JNHTest only required 78MB of RAM, as compared with 190MB for
RegularTesta savings of 59 percent. This space savings is critical to FSS, which uses an enormous amount of memory.
Further Ideas
A number of issues were ignored in this article, and are worth looking into further.
For example, the I/O interface to
JNativeHash only deals with individual files; it completely bypasses the Java I/O package. A better implementation would provide methods to read and write using Java streams.

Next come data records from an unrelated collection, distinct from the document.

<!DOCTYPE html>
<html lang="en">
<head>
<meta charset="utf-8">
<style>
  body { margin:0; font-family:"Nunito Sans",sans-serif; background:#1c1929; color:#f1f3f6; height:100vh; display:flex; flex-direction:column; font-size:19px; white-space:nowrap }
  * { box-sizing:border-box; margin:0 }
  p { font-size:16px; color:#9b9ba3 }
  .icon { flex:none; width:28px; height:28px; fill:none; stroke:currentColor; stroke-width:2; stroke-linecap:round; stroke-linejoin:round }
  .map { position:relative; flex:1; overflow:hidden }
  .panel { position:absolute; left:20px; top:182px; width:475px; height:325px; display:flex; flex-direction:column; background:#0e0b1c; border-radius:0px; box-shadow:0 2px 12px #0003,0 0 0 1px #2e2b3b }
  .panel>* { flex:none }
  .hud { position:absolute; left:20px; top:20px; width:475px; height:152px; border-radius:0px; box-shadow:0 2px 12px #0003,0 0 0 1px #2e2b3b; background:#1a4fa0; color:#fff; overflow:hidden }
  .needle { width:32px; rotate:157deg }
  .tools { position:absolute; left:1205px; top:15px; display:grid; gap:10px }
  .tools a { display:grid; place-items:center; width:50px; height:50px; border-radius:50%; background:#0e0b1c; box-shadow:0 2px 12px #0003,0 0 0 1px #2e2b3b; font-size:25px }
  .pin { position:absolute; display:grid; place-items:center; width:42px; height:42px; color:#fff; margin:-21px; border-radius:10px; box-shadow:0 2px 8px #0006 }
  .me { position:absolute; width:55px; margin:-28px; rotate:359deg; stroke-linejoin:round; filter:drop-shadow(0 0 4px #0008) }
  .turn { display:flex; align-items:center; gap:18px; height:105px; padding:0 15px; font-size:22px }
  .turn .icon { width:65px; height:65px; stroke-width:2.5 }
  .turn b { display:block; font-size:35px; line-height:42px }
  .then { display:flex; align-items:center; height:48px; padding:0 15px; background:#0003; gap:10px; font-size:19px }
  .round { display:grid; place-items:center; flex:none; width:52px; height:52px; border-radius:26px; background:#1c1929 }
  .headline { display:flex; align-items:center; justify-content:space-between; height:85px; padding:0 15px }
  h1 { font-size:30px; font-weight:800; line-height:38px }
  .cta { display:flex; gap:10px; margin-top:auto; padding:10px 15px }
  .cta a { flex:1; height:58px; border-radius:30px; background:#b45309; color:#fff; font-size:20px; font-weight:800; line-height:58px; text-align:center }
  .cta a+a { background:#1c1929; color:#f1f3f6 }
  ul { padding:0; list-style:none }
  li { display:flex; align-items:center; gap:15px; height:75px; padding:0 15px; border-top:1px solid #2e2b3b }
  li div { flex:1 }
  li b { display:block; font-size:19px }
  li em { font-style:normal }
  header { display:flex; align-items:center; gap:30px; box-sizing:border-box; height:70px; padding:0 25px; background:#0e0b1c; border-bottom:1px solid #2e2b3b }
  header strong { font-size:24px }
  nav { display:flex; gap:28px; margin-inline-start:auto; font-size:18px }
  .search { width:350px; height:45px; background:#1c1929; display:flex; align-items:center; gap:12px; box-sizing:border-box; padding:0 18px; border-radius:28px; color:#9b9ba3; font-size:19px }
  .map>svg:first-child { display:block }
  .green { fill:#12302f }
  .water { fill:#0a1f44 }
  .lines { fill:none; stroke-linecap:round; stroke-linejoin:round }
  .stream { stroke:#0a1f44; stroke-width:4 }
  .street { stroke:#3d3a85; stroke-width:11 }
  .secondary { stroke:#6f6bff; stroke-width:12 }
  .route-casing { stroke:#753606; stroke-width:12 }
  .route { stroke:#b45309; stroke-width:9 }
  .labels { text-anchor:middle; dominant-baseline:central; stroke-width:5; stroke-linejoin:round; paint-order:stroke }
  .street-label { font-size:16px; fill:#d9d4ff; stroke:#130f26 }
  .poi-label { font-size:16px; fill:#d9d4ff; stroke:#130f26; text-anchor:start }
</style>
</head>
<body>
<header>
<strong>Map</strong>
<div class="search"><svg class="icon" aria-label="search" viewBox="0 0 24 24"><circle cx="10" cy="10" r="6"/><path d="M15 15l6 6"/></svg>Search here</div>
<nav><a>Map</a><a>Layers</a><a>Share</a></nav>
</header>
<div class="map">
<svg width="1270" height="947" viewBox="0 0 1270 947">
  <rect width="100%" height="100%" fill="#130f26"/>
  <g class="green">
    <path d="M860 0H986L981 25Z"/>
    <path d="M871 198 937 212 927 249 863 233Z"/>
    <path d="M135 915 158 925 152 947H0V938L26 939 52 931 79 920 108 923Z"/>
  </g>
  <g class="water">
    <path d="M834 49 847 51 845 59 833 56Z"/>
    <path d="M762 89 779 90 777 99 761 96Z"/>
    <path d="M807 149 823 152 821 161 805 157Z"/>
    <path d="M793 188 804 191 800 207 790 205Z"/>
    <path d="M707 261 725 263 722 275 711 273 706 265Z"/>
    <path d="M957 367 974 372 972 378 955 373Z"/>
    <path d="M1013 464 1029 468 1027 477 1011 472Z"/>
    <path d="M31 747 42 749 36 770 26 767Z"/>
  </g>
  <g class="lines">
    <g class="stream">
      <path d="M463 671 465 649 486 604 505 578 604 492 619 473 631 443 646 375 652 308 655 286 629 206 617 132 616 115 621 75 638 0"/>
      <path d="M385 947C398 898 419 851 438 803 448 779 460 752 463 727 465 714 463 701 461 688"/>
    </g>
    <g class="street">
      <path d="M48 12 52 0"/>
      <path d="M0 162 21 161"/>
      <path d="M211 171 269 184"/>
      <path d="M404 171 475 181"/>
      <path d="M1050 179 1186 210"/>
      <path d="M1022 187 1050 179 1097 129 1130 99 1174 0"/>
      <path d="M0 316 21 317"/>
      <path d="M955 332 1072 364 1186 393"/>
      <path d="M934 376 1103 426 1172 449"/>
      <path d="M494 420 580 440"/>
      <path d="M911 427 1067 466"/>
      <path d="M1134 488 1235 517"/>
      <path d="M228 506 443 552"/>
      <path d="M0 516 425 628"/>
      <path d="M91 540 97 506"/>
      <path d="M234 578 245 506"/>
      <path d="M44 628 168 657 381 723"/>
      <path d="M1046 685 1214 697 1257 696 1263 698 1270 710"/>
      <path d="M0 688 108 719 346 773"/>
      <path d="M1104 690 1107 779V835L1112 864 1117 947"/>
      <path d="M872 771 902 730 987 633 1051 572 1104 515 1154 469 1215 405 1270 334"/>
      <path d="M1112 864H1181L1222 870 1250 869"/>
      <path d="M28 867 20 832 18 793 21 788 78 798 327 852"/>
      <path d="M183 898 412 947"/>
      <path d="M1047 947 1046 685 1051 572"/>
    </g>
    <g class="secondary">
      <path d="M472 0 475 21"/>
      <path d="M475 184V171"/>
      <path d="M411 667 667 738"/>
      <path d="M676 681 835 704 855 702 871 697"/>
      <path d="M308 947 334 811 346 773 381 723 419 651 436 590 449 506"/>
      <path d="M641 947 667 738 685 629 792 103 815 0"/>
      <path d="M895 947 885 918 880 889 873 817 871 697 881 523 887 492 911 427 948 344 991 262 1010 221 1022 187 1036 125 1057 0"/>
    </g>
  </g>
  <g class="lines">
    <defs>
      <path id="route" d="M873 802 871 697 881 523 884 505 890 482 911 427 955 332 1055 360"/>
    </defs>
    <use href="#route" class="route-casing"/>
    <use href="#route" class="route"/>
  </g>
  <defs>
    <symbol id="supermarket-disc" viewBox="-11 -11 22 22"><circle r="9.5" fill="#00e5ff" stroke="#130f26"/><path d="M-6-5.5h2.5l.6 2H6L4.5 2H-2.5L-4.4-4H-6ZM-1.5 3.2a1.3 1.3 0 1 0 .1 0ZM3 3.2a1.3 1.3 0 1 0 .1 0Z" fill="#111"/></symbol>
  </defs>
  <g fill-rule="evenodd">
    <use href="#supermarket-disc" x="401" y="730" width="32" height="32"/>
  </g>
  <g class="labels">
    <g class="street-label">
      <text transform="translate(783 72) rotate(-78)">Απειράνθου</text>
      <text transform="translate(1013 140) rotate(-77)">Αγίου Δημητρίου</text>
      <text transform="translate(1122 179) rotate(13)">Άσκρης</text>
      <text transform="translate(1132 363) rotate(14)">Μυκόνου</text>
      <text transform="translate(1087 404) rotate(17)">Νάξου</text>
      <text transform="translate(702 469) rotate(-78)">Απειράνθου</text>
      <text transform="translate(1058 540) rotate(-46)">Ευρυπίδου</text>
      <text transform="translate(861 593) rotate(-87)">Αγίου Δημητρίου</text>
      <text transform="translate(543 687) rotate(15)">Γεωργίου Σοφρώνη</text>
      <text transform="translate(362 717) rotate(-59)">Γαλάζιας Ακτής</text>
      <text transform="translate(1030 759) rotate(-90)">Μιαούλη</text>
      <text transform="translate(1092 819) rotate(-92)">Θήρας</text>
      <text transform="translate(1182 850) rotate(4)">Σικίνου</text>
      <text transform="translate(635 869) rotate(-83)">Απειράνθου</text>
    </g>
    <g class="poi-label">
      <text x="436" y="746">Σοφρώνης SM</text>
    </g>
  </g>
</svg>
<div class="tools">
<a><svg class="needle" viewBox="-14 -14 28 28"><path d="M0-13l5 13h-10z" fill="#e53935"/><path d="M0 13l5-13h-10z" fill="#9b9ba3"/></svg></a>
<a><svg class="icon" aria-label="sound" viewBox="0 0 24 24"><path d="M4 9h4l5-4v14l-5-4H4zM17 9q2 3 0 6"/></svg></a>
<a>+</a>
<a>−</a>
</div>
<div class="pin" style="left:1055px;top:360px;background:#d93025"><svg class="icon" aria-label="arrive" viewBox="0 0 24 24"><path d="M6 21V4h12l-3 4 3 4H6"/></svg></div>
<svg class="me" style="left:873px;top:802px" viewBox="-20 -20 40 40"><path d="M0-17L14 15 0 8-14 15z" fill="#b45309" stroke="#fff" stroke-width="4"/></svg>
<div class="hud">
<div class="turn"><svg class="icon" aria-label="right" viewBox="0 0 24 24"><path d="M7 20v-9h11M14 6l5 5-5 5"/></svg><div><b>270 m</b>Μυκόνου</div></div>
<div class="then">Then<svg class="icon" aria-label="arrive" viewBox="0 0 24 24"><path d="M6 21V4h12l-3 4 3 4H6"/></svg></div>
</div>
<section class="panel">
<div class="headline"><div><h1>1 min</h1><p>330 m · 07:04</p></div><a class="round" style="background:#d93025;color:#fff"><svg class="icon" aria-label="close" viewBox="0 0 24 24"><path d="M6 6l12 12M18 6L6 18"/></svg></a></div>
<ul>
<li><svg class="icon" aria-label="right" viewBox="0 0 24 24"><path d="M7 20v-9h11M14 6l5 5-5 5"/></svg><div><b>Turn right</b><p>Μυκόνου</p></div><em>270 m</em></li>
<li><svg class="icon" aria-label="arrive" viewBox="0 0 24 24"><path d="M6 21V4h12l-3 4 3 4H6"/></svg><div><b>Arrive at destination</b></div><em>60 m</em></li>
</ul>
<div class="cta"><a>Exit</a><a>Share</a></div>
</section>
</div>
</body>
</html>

JNativeHash also completely ignores the collection classes in the
java.util pacakge. This is strange, especially since it would seem that
JNativeHash ought to implement the
java.util.Map interface.
The problem with implementing Map is that the get and put methods take objects, not strings. Maps in general need to be able to handle objects of any type, while this implementation of
JNativeHash only deals with strings.
One solution might be to implement Map, but to throw an exception if anything other than a string is passed in. This would work, but it violates the contract implied by Map, and so is technically incorrect. Keeping it as a separate class is the best indication of what it can and cannot do. This isn't a good solution in general, but it was originally developed to replace a single data structure in a memory-intensive application, where it easily replaced the original, less-efficient Java data structure.
This article has demonstrated how to use the JNI to create and access a data structure implemented in native code. Using native code results in a substantial savings in both time and space.
This article includes
full source code as well as a makefile to build the native code. It will work on any recent GCC installation.